Case ID: sw3d_114/html/0741-01.html
Source: Caselaw Access Project
Author: {"author": "Justice CASTILLO.", "license": "Public Domain", "url": "https://static.case.law/"}
Date Created: 2024-08-24T03:29:51.129683

Amador ANZUALDA, Jr., Appellant, v. The STATE of Texas, Appellee.
    No. 13-02-302-CR.
    Court of Appeals of Texas, Corpus Christi-Edinburg.
    Aug. 28, 2003.
    W.A. ‘Bill’ White, Victoria, for Appellant.
    Dan W. Heard, District Attorney, Jerry L. Clark, Assistant District Attorney, Port Lavaca, for the State.
    Before Chief Justice VALDEZ and Justices RODRIGUEZ and CASTILLO.
   OPINION

Opinion by

Justice CASTILLO.

A jury convicted appellant Amador An-zualda, Jr. of murder. It assessed his punishment at confinement in the Institutional Division of the Texas Department of Criminal Justice for ninety-nine years and imposed a $10,000 fine. By one issue, Anzualda asserts that the trial court abused its discretion in admitting as evidence incriminating letters he wrote from jail detailing his involvement in the murder. We affirm.

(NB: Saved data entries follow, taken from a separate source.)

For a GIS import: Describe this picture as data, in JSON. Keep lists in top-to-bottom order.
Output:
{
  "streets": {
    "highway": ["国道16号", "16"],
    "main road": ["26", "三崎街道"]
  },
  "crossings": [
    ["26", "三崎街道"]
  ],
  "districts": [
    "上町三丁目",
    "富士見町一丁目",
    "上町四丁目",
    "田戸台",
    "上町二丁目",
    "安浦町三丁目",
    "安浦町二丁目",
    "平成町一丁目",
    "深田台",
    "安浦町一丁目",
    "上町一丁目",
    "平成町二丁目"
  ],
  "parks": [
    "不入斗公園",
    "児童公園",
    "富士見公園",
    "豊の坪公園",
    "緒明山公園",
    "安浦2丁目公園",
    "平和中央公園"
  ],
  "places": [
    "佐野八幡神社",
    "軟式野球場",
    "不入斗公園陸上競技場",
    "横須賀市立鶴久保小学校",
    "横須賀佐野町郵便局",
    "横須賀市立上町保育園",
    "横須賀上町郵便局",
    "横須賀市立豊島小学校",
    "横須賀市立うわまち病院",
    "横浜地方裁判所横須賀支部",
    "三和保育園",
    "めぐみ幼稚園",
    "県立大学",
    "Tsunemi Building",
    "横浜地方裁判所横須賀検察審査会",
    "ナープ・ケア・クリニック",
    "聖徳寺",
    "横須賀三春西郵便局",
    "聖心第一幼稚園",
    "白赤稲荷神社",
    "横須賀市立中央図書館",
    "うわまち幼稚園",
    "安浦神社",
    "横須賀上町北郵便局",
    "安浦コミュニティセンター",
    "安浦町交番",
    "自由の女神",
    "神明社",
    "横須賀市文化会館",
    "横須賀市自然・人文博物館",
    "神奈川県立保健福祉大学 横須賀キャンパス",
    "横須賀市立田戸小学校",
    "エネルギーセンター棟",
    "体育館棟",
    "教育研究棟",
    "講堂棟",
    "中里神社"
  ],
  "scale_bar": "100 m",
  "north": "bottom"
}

J. APPLICABLE APPELLATE RULES

Anzualda filed a timely notice of appeal on April 26, 2002. The rules of appellate procedure governing how appeals proceed in criminal cases were amended effective January 1, 2008. Generally, rules altering procedure do not fall within the prohibition in the Texas Constitution against retroactive application of laws that disturb vested, substantive rights. See Tex. Const, art. I, § 16; see also Ibarra v. State, 11 S.W.3d 189, 192 (Tex.Crim.App.1999). Therefore, this Court applies the current rules of appellate procedure to this appeal. We may not affirm or reverse a judgment or dismiss an appeal for formal defects or irregularities in appellate procedure without allowing a reasonable time to correct or amend the defects or irregularities. Tex.R.App. P. 44.8. We also are prohibited from affirming or reversing a judgment or dismissing an appeal if the record prevents the proper presentation of an appeal and can be corrected by the trial court. Tex.R.App. P. 44.4(a). Accordingly, we abated the appeal on July 21, 2003 and ordered a supplemental record to include, in compliance with rule 25.2(a)(2), the trial court’s certification of Anzualda’s right of appeal. See Tex. R.App. P. 25.2(a)(2). We received a supplemental record on July 30, 2003 that includes the trial court’s certification of An-zualda’s right of appeal. We now turn to the merits.

II. WAIVER

Anzualda challenges the admission in evidence of State’s exhibits 53A, 53B, 54A and 54B. The State offered two letters Anzualda wrote from jail to an attorney who represented a co-defendant charged by separate indictment with the same murder. Anzualda objected to their admission as follows:

[WJhile he may have extensive experience identifying the handwriting of Amador Anzualda, he has testified himself that they contained more than one mistruth, although there might be some truths in there, it contains more than some untruths, and the purpose for them offering this is that it’s true, and if-if he already knows some of the facts in there are not true, and he is testifying to that, then this is hearsay and unreliable and would serve no purpose other than to confuse the jury, and they will never know which portions were true and which portions were not true.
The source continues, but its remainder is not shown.